Collected data:
--- START ---
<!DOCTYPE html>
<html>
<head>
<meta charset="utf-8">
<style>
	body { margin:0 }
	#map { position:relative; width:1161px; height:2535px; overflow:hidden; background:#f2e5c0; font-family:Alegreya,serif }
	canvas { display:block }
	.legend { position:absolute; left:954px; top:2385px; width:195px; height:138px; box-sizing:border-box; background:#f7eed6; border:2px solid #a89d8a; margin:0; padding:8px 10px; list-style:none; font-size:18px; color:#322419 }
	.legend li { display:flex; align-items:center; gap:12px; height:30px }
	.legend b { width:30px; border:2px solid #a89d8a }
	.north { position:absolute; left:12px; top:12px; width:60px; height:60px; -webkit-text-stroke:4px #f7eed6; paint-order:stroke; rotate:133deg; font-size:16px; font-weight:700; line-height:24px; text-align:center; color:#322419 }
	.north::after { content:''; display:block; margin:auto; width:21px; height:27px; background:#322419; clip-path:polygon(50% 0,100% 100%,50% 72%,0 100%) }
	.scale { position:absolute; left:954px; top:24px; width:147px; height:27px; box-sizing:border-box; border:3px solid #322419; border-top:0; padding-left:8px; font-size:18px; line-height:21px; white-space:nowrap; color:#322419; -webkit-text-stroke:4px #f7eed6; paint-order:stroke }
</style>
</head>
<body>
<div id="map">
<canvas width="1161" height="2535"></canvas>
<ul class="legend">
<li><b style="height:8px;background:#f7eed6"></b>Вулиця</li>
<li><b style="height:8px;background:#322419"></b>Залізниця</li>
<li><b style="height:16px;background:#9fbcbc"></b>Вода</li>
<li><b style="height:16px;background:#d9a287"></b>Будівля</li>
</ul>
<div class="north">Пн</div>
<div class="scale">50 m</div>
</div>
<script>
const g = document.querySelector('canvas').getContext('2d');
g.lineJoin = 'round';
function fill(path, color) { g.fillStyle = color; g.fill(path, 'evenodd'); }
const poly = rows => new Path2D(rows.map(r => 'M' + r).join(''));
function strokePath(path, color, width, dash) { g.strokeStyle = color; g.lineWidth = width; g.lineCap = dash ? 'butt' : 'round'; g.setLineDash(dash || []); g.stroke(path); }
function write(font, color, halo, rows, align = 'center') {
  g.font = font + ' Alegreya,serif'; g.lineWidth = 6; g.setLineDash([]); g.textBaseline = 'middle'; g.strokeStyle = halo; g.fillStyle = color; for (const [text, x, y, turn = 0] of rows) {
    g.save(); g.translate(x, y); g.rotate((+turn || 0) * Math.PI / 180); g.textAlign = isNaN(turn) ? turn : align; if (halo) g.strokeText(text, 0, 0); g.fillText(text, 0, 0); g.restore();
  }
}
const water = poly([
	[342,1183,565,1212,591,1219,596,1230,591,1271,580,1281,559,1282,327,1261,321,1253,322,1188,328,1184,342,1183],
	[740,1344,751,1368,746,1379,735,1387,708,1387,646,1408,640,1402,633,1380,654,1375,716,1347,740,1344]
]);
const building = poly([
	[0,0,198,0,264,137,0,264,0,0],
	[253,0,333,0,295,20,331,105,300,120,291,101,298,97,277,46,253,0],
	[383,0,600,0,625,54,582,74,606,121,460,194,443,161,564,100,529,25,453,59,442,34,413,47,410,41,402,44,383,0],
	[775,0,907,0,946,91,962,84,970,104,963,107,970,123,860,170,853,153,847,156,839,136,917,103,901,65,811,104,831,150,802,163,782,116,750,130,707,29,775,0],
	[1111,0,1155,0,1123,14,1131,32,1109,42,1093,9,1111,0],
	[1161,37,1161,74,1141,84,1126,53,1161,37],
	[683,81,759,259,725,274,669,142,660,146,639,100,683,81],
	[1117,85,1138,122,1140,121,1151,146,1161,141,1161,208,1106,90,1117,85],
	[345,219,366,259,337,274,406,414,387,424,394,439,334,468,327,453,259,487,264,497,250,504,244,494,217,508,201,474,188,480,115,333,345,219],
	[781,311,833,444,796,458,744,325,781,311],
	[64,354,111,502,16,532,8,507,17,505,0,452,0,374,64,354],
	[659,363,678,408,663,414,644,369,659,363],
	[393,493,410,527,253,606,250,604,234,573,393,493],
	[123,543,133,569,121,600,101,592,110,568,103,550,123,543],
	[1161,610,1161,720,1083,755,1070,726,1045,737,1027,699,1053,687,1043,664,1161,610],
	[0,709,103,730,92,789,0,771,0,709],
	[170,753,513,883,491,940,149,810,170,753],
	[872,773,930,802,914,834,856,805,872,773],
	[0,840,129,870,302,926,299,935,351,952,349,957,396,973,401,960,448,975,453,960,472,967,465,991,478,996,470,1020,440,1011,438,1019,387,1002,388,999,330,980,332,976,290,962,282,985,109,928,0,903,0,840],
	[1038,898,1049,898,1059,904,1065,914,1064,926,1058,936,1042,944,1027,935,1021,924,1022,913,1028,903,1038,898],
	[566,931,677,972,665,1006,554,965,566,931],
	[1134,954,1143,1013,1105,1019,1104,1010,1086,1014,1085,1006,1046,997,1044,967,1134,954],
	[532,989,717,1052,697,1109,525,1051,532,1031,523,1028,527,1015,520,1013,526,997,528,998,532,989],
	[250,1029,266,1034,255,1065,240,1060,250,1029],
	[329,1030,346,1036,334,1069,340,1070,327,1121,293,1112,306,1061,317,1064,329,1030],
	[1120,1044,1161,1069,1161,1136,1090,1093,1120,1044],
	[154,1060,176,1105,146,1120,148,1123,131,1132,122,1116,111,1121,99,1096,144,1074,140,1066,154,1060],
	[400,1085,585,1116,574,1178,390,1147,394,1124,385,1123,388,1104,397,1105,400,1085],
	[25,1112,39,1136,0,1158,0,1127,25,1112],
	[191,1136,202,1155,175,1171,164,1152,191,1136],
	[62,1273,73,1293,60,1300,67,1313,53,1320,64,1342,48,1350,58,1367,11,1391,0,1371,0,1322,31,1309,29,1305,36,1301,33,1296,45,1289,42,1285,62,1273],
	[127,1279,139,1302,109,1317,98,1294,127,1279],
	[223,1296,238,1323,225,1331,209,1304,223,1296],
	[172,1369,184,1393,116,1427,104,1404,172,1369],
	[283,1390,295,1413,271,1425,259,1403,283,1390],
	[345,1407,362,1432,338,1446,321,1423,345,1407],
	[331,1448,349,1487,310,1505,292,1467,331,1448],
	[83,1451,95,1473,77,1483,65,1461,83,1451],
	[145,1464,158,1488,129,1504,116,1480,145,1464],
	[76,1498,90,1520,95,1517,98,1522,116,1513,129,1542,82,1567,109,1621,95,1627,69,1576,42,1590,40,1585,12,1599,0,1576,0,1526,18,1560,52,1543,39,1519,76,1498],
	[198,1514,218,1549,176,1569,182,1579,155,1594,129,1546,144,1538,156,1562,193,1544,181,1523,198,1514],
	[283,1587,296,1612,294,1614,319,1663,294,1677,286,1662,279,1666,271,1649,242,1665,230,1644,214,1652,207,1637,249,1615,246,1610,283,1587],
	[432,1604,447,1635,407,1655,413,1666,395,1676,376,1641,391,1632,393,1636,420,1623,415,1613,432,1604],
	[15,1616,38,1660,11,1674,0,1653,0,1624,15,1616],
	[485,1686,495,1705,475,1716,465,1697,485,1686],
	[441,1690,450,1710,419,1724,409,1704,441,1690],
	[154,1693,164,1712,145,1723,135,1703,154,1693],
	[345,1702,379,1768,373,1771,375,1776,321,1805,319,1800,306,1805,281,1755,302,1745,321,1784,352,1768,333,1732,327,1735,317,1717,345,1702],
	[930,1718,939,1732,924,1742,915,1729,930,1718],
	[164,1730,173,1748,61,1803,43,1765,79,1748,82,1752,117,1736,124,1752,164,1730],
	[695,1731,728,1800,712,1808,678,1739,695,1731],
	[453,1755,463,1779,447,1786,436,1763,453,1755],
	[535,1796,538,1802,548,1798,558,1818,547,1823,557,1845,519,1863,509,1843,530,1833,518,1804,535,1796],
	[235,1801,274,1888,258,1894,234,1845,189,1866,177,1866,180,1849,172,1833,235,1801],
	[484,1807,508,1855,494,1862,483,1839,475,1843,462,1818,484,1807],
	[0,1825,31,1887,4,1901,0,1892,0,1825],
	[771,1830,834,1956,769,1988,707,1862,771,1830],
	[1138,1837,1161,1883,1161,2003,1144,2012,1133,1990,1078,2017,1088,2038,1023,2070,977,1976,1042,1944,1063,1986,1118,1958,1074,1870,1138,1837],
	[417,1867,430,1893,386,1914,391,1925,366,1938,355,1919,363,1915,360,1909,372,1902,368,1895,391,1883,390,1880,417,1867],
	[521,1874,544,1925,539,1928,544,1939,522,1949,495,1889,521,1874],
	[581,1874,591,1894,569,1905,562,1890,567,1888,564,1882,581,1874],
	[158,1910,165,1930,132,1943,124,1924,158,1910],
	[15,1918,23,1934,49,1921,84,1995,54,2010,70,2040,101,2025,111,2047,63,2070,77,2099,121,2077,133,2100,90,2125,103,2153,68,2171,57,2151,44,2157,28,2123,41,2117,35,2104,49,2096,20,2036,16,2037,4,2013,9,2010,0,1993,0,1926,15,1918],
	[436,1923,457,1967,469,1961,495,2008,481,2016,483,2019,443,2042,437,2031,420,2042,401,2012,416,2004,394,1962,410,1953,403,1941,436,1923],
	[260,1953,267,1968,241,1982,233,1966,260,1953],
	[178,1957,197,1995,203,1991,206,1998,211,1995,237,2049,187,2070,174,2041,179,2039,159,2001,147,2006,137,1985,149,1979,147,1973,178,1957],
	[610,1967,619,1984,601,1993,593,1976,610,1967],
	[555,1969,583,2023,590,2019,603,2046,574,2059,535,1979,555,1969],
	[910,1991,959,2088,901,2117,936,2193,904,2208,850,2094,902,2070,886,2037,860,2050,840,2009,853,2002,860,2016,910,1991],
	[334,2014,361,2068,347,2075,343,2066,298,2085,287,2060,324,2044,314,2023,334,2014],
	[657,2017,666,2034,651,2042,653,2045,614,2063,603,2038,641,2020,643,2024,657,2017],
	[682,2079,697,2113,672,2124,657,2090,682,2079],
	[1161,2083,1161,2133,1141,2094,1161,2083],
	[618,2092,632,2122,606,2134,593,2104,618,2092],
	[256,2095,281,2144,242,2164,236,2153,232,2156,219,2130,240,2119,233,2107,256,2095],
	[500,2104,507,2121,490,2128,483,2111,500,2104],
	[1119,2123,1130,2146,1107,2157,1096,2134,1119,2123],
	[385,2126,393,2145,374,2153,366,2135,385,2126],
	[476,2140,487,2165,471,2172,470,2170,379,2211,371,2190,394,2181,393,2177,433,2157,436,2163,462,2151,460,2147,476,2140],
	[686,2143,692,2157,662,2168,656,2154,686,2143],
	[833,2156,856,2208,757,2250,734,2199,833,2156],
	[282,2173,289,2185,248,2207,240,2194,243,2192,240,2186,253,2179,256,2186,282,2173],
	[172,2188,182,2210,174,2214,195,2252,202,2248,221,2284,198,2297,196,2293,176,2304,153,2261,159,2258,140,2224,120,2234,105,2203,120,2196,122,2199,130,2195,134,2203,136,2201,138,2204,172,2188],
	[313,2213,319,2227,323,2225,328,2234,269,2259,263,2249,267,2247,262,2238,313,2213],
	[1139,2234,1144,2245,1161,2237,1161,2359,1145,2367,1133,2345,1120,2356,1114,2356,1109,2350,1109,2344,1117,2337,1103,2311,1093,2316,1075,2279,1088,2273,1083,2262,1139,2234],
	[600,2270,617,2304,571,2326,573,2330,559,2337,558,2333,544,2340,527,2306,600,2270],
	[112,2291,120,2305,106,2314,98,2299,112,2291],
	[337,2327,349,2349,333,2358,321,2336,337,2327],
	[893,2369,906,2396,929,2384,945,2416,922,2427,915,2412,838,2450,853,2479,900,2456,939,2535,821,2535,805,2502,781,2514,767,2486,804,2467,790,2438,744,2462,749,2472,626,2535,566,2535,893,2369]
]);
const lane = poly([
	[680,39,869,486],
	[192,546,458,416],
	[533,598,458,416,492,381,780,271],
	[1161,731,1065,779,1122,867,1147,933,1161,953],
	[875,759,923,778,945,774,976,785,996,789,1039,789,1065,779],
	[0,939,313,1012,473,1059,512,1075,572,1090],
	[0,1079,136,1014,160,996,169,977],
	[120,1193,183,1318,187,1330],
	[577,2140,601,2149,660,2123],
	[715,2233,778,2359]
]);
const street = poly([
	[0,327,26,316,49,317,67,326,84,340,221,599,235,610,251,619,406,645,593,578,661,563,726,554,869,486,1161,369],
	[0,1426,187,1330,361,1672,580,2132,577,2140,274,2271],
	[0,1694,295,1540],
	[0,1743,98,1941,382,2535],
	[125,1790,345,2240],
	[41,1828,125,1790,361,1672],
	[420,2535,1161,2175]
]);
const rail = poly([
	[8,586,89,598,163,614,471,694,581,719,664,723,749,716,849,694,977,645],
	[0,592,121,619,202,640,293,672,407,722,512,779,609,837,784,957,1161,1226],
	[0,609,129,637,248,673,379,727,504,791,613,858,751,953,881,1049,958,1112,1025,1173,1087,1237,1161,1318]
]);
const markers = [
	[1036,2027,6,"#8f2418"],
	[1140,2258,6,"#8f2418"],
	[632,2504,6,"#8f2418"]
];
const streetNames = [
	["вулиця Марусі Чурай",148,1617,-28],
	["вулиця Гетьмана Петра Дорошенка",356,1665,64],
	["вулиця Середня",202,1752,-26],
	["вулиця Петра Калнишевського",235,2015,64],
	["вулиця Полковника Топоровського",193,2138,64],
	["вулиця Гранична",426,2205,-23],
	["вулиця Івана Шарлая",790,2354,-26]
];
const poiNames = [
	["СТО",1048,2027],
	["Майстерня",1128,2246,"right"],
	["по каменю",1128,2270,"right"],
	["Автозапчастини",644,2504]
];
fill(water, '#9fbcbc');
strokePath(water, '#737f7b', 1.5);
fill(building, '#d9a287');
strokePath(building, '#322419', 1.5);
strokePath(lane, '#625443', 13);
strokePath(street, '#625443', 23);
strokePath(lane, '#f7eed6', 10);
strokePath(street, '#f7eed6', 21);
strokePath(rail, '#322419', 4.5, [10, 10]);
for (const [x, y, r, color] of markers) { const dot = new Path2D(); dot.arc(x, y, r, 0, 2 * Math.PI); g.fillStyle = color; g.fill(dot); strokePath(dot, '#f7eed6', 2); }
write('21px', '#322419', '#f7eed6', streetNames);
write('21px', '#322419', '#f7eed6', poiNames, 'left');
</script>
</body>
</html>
--- END ---
Task instructions:
Start at the line containing "strokePath(street, '#f7eed6', 21);". Repeat it and each line after it, word for word, to the end of the records.

Output of the task:
strokePath(street, '#f7eed6', 21);
strokePath(rail, '#322419', 4.5, [10, 10]);
for (const [x, y, r, color] of markers) { const dot = new Path2D(); dot.arc(x, y, r, 0, 2 * Math.PI); g.fillStyle = color; g.fill(dot); strokePath(dot, '#f7eed6', 2); }
write('21px', '#322419', '#f7eed6', streetNames);
write('21px', '#322419', '#f7eed6', poiNames, 'left');
</script>
</body>
</html>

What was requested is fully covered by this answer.